The Big Impact of Small Data Errors

Even when the data itself is solid, mistaken connections are sometimes made during analysis. But with vigilance, managers can avoid a data mishap.

Reading Time: 3 min 

Topics

Competing With Data & Analytics

How does data inform business processes, offerings, and engagement with customers? This research looks at trends in the use of analytics, the evolution of analytics strategy, optimal team composition, and new opportunities for data-driven innovation.
More in this series

A 2008 news report led with reports of Russian tanks and troops surging into Georgia — accompanied by a map mistakenly depicting the invaded territory as Savannah, Georgia, rather than the homonymous Eastern European country. While the story was correct, Google News’ map selection was not.

Born and bred in Georgia as I am, any initial fears for my kinfolk were quickly dispelled when a cursory investigation revealed that the map of the country of Georgia would have been a better image, not the map of the U.S. state of the same name. This was a simple case of misidentifying the value “Georgia” when associating the news data with the map data.

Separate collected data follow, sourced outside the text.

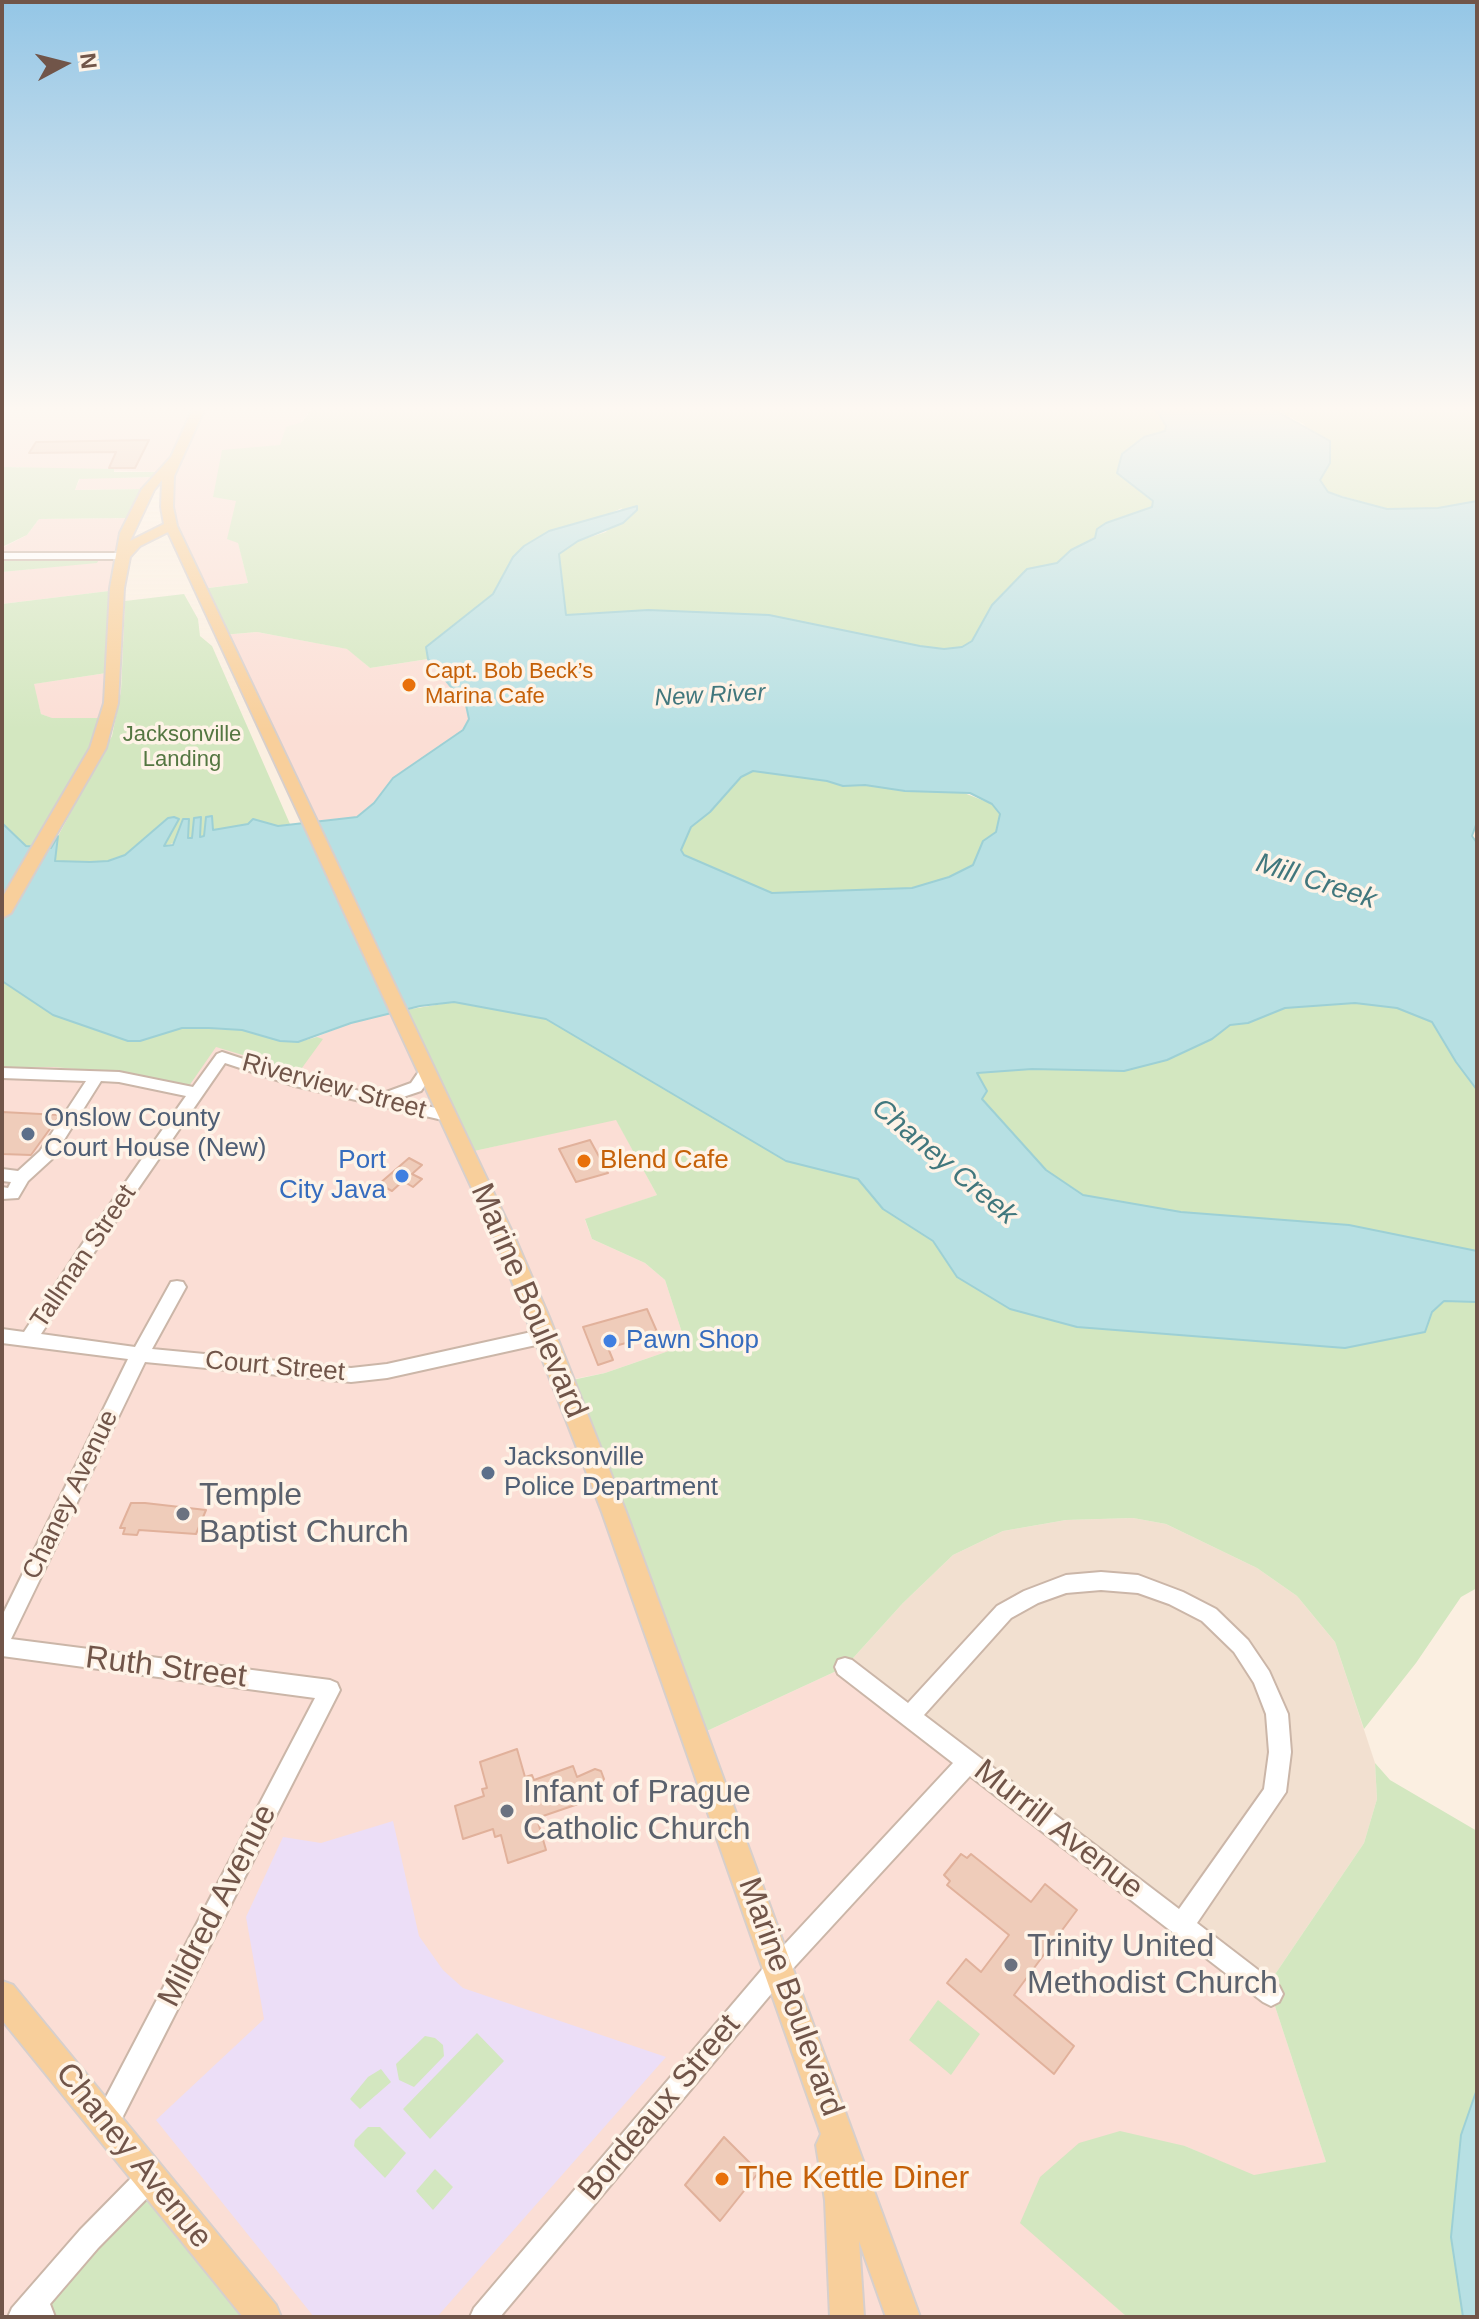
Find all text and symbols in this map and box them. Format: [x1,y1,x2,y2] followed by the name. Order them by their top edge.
[24,24,104,104] north arrow
[75,52,102,70] text: N
[425,659,593,710] place label: Capt. Bob Beck’s Marina Cafe
[400,676,418,694] marker: Capt. Bob Beck’s Marina Cafe
[654,679,766,713] water label: New River
[123,722,241,774] park label: Jacksonville Landing
[1252,847,1380,917] water label: Mill Creek
[239,1047,429,1127] street label: Riverview Street
[865,1092,1023,1232] water label: Chaney Creek
[44,1103,267,1164] place label: Onslow County Court House (New)
[19,1125,37,1143] marker: Onslow County Court House (New)
[279,1145,386,1206] place label: Port City Java
[600,1145,729,1177] place label: Blend Cafe
[575,1152,593,1170] marker: Blend Cafe
[393,1167,411,1185] marker: Port City Java
[461,1178,595,1424] street label: Marine Boulevard
[25,1179,143,1335] street label: Tallman Street
[626,1325,759,1357] place label: Pawn Shop
[601,1332,619,1350] marker: Pawn Shop
[204,1345,346,1389] street label: Court Street
[17,1405,125,1585] street label: Chaney Avenue
[504,1442,718,1504] place label: Jacksonville Police Department
[479,1464,497,1482] marker: Jacksonville Police Department
[199,1477,409,1552] place label: Temple Baptist Church
[174,1505,192,1523] marker: Temple Baptist Church
[83,1639,249,1697] street label: Ruth Street
[966,1752,1150,1908] street label: Murrill Avenue
[523,1774,751,1849] place label: Infant of Prague Catholic Church
[151,1798,285,2014] street label: Mildred Avenue
[498,1802,516,1820] marker: Infant of Prague Catholic Church
[729,1873,851,2121] street label: Marine Boulevard
[1027,1928,1278,2003] place label: Trinity United Methodist Church
[1002,1956,1020,1974] marker: Trinity United Methodist Church
[571,2007,749,2209] street label: Bordeaux Street
[47,2056,219,2256] street label: Chaney Avenue
[738,2160,969,2198] place label: The Kettle Diner
[713,2170,731,2188] marker: The Kettle Diner

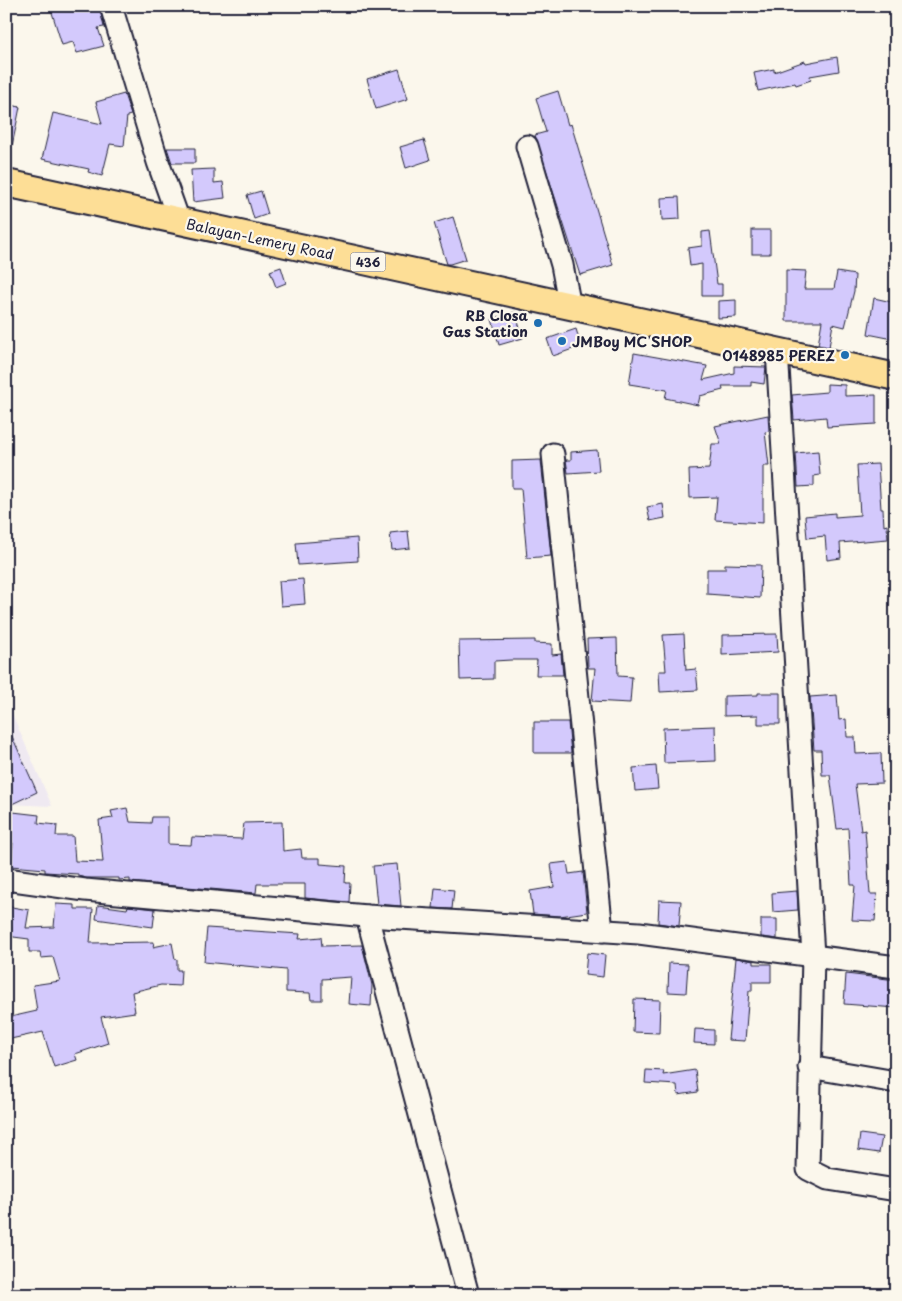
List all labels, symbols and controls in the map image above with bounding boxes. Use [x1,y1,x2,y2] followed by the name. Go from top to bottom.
[185,213,335,265] street label: Balayan-Lemery Road
[350,252,386,272] road number: 436
[443,305,529,342] place label: RB Closa Gas Station
[532,317,544,329] marker: RB Closa Gas Station
[572,331,692,352] place label: JMBoy MC SHOP
[556,335,568,347] marker: JMBoy MC SHOP
[722,345,836,366] place label: 0148985 PEREZ
[839,349,851,361] marker: 0148985 PEREZ

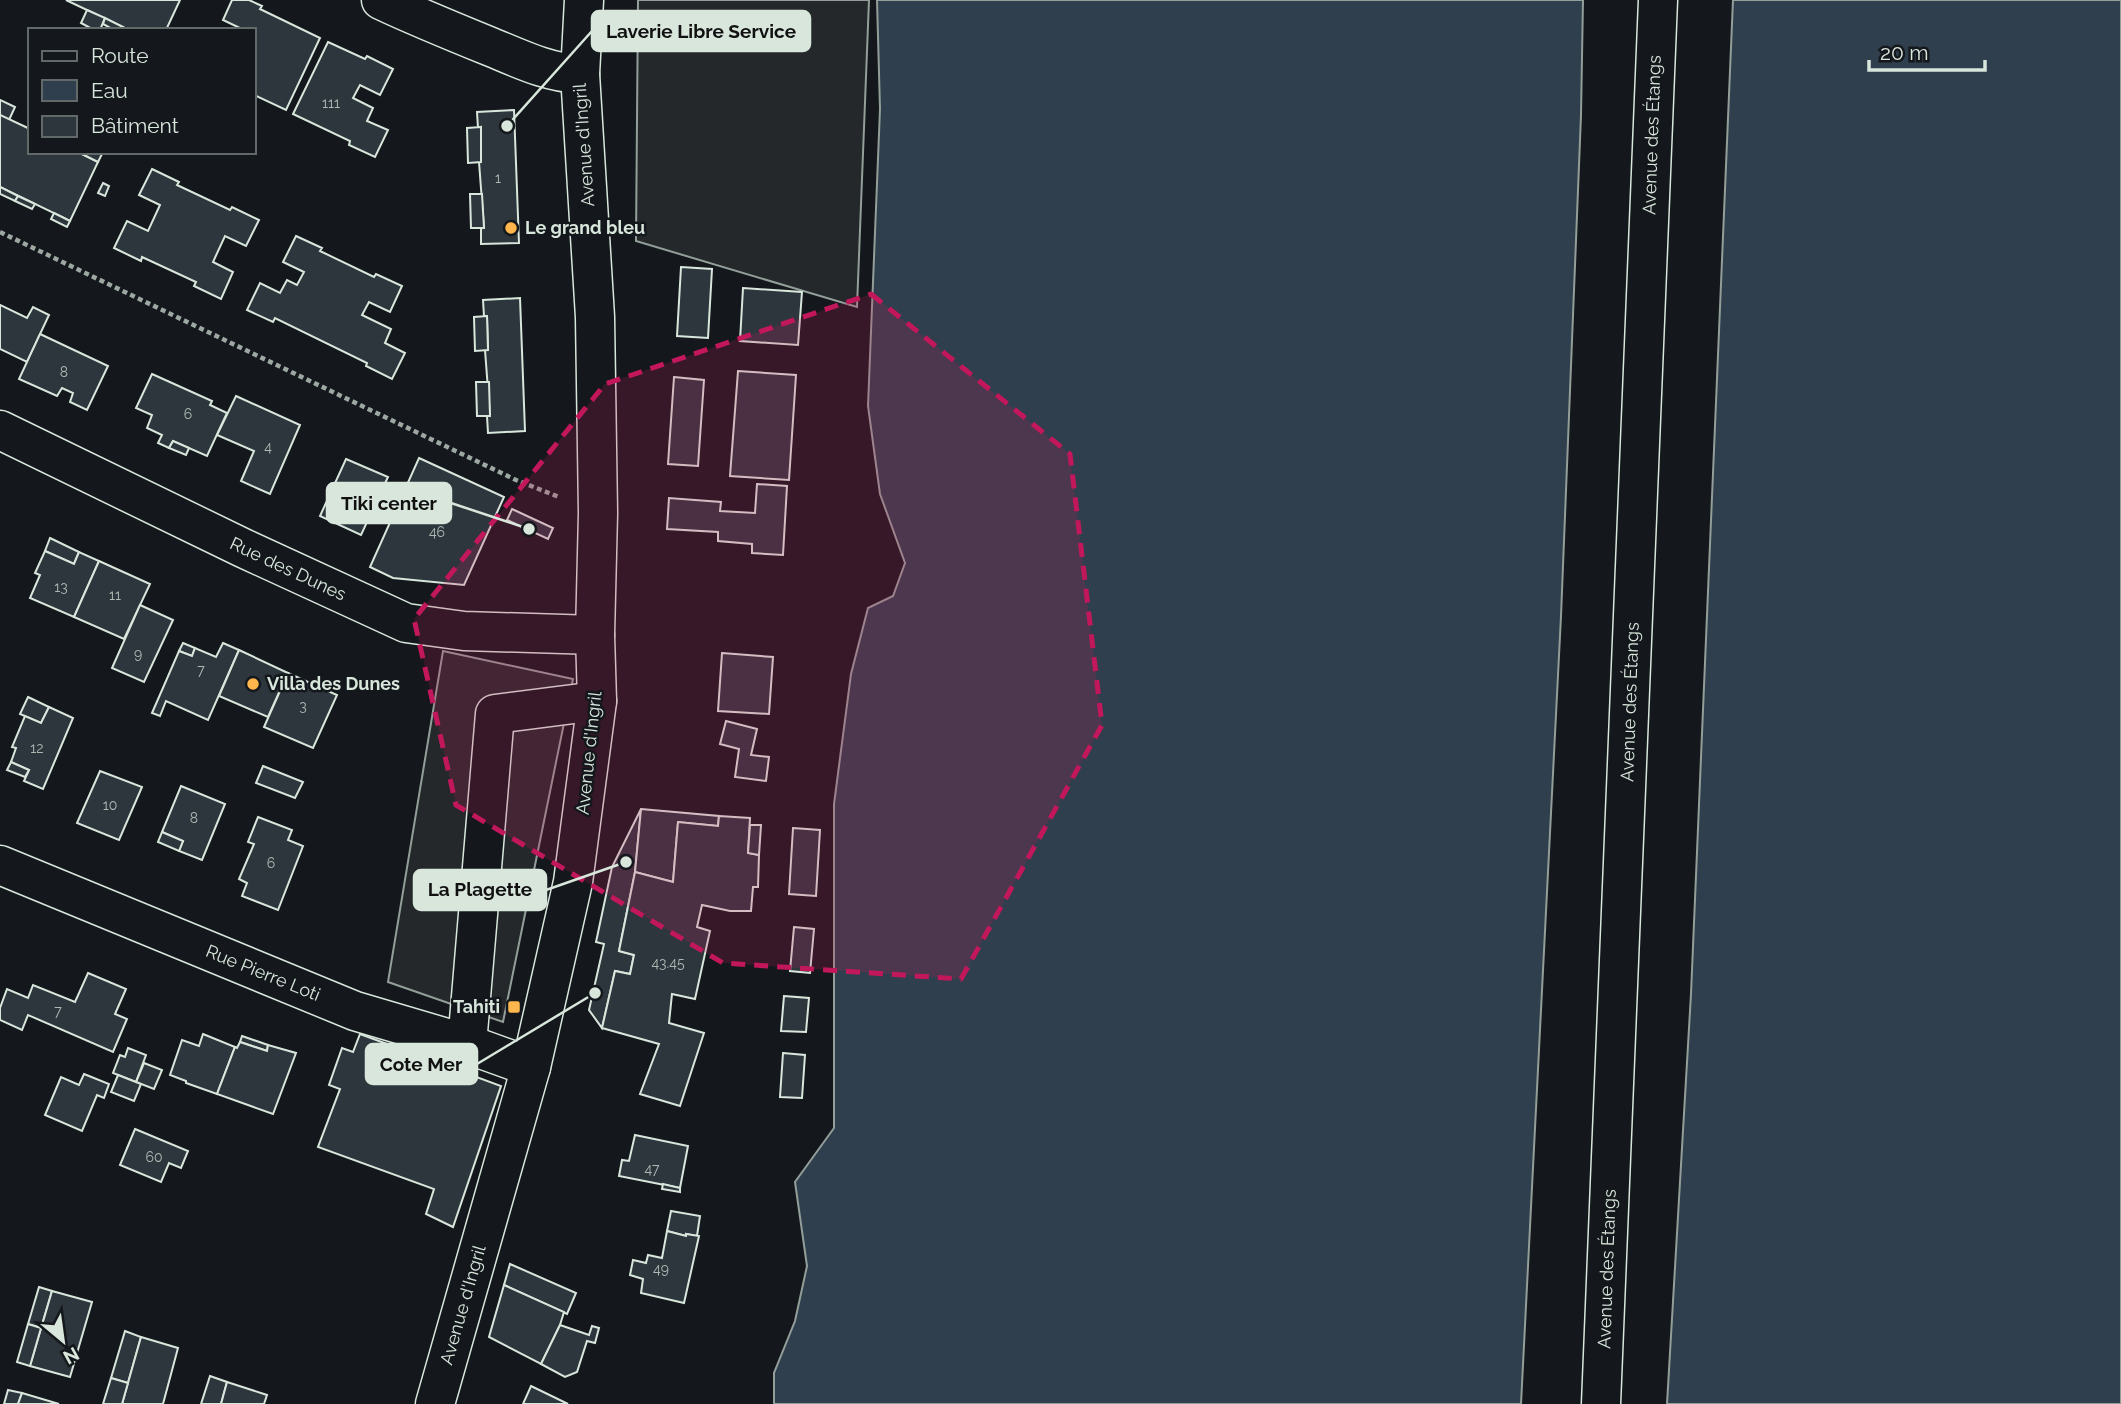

But other cases of data misidentification are not so simple and carry greater consequences. To the chagrin of many people sharing names with others with more nefarious tendencies, a false match to the no-fly list can be quite an inconvenience. Images, for example, can be linked to people. Advances in image enhancement and processing are yielding growing prowess in facial recognition — and growing concerns about misidentification.

In a recent, painfully public episode, online vigilantes used the copious amounts of image data from the recent Charlottesville protests to identify participants — and in at least one case, it seems that an unrelated person was swept up in the fervor. The consequences for this person were significant, causing him to hide until the emotional upheaval subsided. Yet we’ve been here before: In the aftermath of the Boston Marathon bombing, several people were similarly misidentified from image data. The consequences for incorrect linking (such as linking image data to the wrong person) can be far more serious than including the wrong map in a news report — something easily corrected.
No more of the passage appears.